[Records provided]:
*** Begin section ***

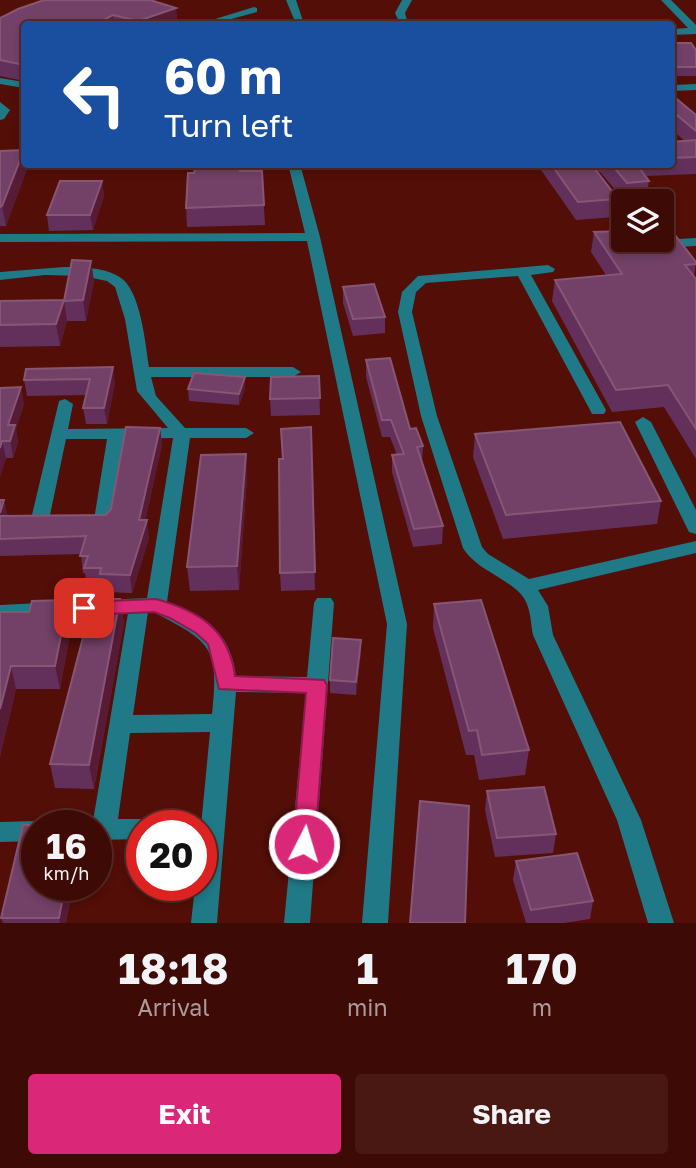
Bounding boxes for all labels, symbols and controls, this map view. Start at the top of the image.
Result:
text: 60 m [164,46,282,105]
icon: left [49,49,140,140]
text: Turn left [164,106,293,144]
map controls [611,189,674,252]
button: layers [611,189,674,252]
pin [54,578,114,638]
icon: arrive [65,589,103,627]
position arrow [267,807,341,881]
speed limit sign: 20 [126,810,217,901]
text: 16 [46,825,87,867]
text: km/h [44,862,89,884]
text: 18:18 [118,943,229,993]
text: 1 [356,943,378,993]
text: 170 [506,943,578,993]
text: Arrival [137,993,210,1021]
text: min [347,993,388,1021]
text: m [532,993,552,1021]
button: Exit [28,1074,341,1154]
button: Share [355,1074,668,1154]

*** End section ***

[Try it]: No pictures go in the copy. Set down all the data exactly.

[Solution for this problem]:
Bounding boxes for all labels, symbols and controls, this map view. Start at the top of the image.
Result:
text: 60 m [164,46,282,105]
icon: left [49,49,140,140]
text: Turn left [164,106,293,144]
map controls [611,189,674,252]
button: layers [611,189,674,252]
pin [54,578,114,638]
icon: arrive [65,589,103,627]
position arrow [267,807,341,881]
speed limit sign: 20 [126,810,217,901]
text: 16 [46,825,87,867]
text: km/h [44,862,89,884]
text: 18:18 [118,943,229,993]
text: 1 [356,943,378,993]
text: 170 [506,943,578,993]
text: Arrival [137,993,210,1021]
text: min [347,993,388,1021]
text: m [532,993,552,1021]
button: Exit [28,1074,341,1154]
button: Share [355,1074,668,1154]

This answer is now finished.